= Jürgen P. Rabe =

Jürgen P. Rabe is a German physicist and nanoscientist.

== Life ==
Jürgen P. Rabe studied physics and mathematics at RWTH Aachen where in 1981 he obtained his diploma in physics, based on a thesis on semiconductor optics with Peter Grosse. 1984 he obtained his doctoral degree from the Department of Physics at the Technical University of Munich, based on a biophysical thesis on model membranes, promoted by Erich Sackmann.

As a visiting scientist at the IBM Almaden Research Center in San José (1984–1986) he initiated the use of scanning tunneling microscopy for molecular monolayers, which he continued in Gerhard Wegner's department at the Max Planck Institute for Polymer Research.

In 1992, he obtained his habilitation on this topic and became a professor for physical chemistry at Johannes Gutenberg-Universität in Mainz. Since 1994 Rabe is full professor for experimental physics with an emphasis on macromolecular and supramolecular systems at the Department of Physics at the Humboldt-Universität zu Berlin. Rabe is an elected scientific member of the Max Planck Society and external member of the Max Planck Institute of Colloids and Interfaces in Potsdam-Golm as well as founding director of the Integrative Research Institute for the Sciences IRIS Adlershof of Humboldt-Universität. He was visiting professor at the Materials Department of ETH Zürich and for the Department of Chemistry at Princeton University.

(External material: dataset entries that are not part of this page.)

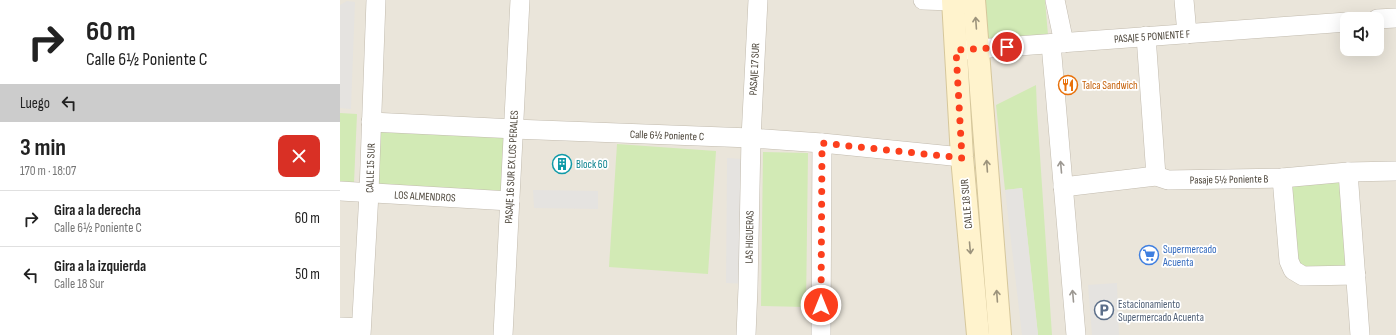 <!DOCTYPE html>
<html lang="es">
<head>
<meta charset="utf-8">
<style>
	body { margin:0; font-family:"Sofia Sans Condensed",sans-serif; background:#f2f2f2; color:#222; height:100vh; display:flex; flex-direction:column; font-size:15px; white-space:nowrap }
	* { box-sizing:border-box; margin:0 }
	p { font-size:13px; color:#767676 }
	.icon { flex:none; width:22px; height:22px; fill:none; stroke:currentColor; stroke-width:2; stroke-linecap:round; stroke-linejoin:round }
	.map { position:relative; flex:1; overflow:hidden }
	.drawer { display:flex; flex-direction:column; background:#fff; width:340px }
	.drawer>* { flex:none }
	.hud { background:#fff; color:#222; overflow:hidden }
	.controls { position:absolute; left:1000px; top:12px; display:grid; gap:8px }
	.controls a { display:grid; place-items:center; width:44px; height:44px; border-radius:8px; background:#fff; box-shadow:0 4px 16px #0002; font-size:20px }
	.pin { position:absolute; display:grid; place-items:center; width:34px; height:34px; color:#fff; margin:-17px; border:2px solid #fff; border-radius:50%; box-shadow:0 1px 4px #0007 }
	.me { position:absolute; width:44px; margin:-22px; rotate:0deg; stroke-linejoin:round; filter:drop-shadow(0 0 3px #0008) }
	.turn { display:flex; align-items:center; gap:14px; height:84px; padding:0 20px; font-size:18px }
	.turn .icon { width:52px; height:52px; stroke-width:2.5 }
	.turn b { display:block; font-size:28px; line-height:34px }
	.then { display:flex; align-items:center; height:38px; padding:0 20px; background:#0003; gap:8px; font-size:15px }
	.round { display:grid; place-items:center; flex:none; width:42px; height:42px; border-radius:8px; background:#f2f2f2 }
	.summary { display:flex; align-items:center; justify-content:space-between; height:68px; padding:0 20px }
	h1 { font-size:24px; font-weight:700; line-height:30px }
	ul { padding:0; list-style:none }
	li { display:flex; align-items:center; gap:12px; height:56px; padding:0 20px; border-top:1px solid #e0e0e0 }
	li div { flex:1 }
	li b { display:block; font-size:15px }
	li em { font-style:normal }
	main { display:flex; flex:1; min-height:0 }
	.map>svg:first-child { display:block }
</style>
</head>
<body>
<main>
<section class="drawer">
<div class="hud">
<div class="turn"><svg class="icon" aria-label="right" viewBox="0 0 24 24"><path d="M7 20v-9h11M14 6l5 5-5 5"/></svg><div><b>60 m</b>Calle 6½ Poniente C</div></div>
<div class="then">Luego<svg class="icon" aria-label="left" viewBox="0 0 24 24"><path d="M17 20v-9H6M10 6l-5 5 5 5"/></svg></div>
</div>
<div class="summary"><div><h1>3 min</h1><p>170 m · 18:07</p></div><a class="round" style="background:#d93025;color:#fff"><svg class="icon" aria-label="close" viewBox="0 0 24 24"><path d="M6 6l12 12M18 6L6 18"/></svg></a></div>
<ul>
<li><svg class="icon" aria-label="right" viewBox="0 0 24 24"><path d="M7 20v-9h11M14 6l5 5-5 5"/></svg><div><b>Gira a la derecha</b><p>Calle 6½ Poniente C</p></div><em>60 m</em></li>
<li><svg class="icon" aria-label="left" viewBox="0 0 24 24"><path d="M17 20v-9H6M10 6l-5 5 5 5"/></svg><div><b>Gira a la izquierda</b><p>Calle 18 Sur</p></div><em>50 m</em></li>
</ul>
</section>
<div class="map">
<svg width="1056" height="335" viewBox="0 0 1056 335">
	<rect width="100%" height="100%" fill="#f6f3ec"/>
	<path fill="#eae5da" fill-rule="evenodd" d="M0 0H1056V335H0ZM1007 19H1037V49H1007Z"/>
	<g fill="#d2eab5">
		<polygon points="644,0 705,0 708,35 647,39"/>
		<polygon points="696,85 697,111 712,335 698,335 682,188 665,190 656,105"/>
		<polygon points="0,113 17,114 14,183 0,182"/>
		<polygon points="39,126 167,133 165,194 37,187"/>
		<polygon points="277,144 376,151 368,274 269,267"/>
		<polygon points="423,152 468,153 466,307 421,306"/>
		<polygon points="996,177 1002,186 1007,262 1005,266 962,268 956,260 949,184"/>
	</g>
	<g fill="#e5e3e0">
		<polygon points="7,1 15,2 11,109 0,108 0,5"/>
		<polygon points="387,158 414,160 411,284 386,283"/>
		<polygon points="682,188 698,335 682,335 665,190"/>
		<polygon points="193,190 258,191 258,209 194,208"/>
		<polygon points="777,283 779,335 752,335 748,285"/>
	</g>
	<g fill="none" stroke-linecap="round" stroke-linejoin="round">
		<defs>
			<g id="street">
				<polyline points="583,0 613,1"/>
				<polyline points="715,0 724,43"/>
				<polyline points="844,0 847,34"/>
				<polyline points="1037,19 1056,18"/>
				<polyline points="806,36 816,176"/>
				<polyline points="711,44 736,335"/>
				<polyline points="623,50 1007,22"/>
				<polyline points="31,122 173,129 411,138 482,143 622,157"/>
				<polyline points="1008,172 1020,335"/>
				<polyline points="942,178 949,261 953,270 963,276 1016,275"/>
				<polyline points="723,187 816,176 828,180 942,178 1008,172 1056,171"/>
				<polyline points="0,191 170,201"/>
				<polyline points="0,327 21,328"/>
				<polyline points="21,335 29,193 36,0"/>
				<polyline points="163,335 180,0"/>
				<polyline points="406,335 408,288 411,138 418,0"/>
				<polyline points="481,335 482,143"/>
			</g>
			<g id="secondary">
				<polyline points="613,0 622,157 638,335"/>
				<polyline points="634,0 660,335"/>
			</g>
		</defs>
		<use href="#street" stroke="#c2bbae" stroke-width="20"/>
		<use href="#secondary" stroke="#d6c79b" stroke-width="24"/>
		<use href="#street" stroke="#fff" stroke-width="19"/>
		<use href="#secondary" stroke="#fff3cd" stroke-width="22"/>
	</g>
	<defs><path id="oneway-shaft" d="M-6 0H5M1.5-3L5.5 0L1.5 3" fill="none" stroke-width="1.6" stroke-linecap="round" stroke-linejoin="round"/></defs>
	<g stroke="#9c937c">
		<use href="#oneway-shaft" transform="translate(636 23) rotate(-94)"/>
		<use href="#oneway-shaft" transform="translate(647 166) rotate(-94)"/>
		<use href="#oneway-shaft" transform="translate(630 248) rotate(85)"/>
		<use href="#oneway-shaft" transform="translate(657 296) rotate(-94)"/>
	</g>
	<g stroke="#9c9892">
		<use href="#oneway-shaft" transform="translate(721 167) rotate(-95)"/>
		<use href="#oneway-shaft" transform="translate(733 296) rotate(-95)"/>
	</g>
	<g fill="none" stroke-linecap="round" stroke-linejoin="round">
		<polyline stroke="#fc3f1d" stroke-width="7" stroke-dasharray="0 12.6" points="481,305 482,143 622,158 616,50 667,47"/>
	</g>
	<defs>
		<symbol id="restaurant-ring" viewBox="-11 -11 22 22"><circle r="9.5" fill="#fff" stroke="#e8710a" stroke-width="1.5"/><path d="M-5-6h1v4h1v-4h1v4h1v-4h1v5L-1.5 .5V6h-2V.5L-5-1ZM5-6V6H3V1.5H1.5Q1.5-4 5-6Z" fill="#e8710a"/></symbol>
		<symbol id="building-ring" viewBox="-11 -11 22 22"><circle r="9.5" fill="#fff" stroke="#0f9aa8" stroke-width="1.5"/><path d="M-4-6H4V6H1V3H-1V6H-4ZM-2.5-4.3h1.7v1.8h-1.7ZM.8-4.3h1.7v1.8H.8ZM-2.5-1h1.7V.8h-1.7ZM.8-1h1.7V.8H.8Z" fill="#0f9aa8"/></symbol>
		<symbol id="supermarket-ring" viewBox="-11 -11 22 22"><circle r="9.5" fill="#fff" stroke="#3f7fe0" stroke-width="1.5"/><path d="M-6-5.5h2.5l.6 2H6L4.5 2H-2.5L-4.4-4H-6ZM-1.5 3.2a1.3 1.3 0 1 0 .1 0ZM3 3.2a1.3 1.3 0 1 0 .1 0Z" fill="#3f7fe0"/></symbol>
		<symbol id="parking-ring" viewBox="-11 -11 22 22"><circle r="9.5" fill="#fff" stroke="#5c6f8a" stroke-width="1.5"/><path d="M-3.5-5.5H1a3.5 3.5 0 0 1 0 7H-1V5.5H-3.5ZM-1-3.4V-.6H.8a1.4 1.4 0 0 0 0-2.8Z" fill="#5c6f8a"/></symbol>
	</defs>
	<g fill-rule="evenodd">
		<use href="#restaurant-ring" x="717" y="74" width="22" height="22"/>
		<use href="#building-ring" x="211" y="153" width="22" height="22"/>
		<use href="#supermarket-ring" x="798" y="244" width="22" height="22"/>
		<use href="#parking-ring" x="753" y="299" width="22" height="22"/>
	</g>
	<g text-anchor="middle" stroke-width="3.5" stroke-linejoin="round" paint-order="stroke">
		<g font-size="11" fill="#4b4439" stroke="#fff">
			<text transform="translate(812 36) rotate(-4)" y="4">PASAJE 5 PONIENTE F</text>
			<text transform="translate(414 69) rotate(-87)" y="4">PASAJE 17 SUR</text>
			<text transform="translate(327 135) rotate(2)" y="4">Calle 6½ Poniente C</text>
			<text transform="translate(171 167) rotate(-87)" y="4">PASAJE 16 SUR EX LOS PERALES</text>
			<text transform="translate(30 168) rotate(-88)" y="4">CALLE 15 SUR</text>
			<text transform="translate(889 179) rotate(-1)" y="4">Pasaje 5½ Poniente B</text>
			<text transform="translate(85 196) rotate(3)" y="4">LOS ALMENDROS</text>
			<text transform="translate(626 204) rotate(-95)" y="4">CALLE 18 SUR</text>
			<text transform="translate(409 237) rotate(-89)" y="4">LAS HIGUERAS</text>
		</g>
		<g font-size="11" fill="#c56008" stroke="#fff" text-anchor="start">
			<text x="742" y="89">Talca Sandwich</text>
		</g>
		<g font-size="11" fill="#0d838f" stroke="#fff" text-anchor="start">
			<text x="236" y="168">Block 60</text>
		</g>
		<g font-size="11" fill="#366cbe" stroke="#fff" text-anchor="start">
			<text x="823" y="253">Supermercado<tspan x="823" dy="13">Acuenta</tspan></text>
		</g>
		<g font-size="11" fill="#4e5e75" stroke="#fff" text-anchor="start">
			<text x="778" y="308">Estacionamiento<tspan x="778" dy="13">Supermercado Acuenta</tspan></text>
		</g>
	</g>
</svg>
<div class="controls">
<a><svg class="icon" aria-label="sound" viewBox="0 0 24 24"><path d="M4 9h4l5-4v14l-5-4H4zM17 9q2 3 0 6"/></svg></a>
</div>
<div class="pin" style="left:667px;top:47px;background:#d93025"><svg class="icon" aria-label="arrive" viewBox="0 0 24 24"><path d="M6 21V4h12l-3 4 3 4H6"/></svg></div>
<svg class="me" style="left:481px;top:305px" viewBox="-20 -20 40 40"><circle r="17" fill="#fc3f1d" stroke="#fff" stroke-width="3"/><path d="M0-11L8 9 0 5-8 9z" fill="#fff"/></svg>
</div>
</main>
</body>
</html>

Jürgen P. Rabe is the brother of Klaus F. Rabe and cousin of Sophia Rabe-Hesketh and the economist Birgitta Rabe.

== Research ==

Rabe became internationally known for his seminal scanning tunneling microscopy research on the structure, dynamics, and electronic properties of self-assembled molecular systems at solid-liquid interfaces. He developed concepts for a workbench to manipulate individual macromolecules and supramolecular systems, employing scanning probe microscopies, light, and molecularly modified graphite surfaces, which has been used to correlate structure and dynamics of molecular systems with mechanical, electronic, optical, and (bio)chemical properties from molecular to macromolecular lengths and time scales. It also led to the development of prototypical quasi 1- and 2-dimensional organic-inorganic hybrid systems, based on opto-electronically active molecular or graphene-based nanopores. In collaborative and interdisciplinary projects Rabe contributed to the development of advanced functional materials, including dendronized and conjugated polymers, multivalent biopolymer complexes, ultrathin films of conjugated molecules, supramolecular polymers and helical nanofilaments, nanographenes, and 2D materials as well as mixed 2D/3D heterostructures.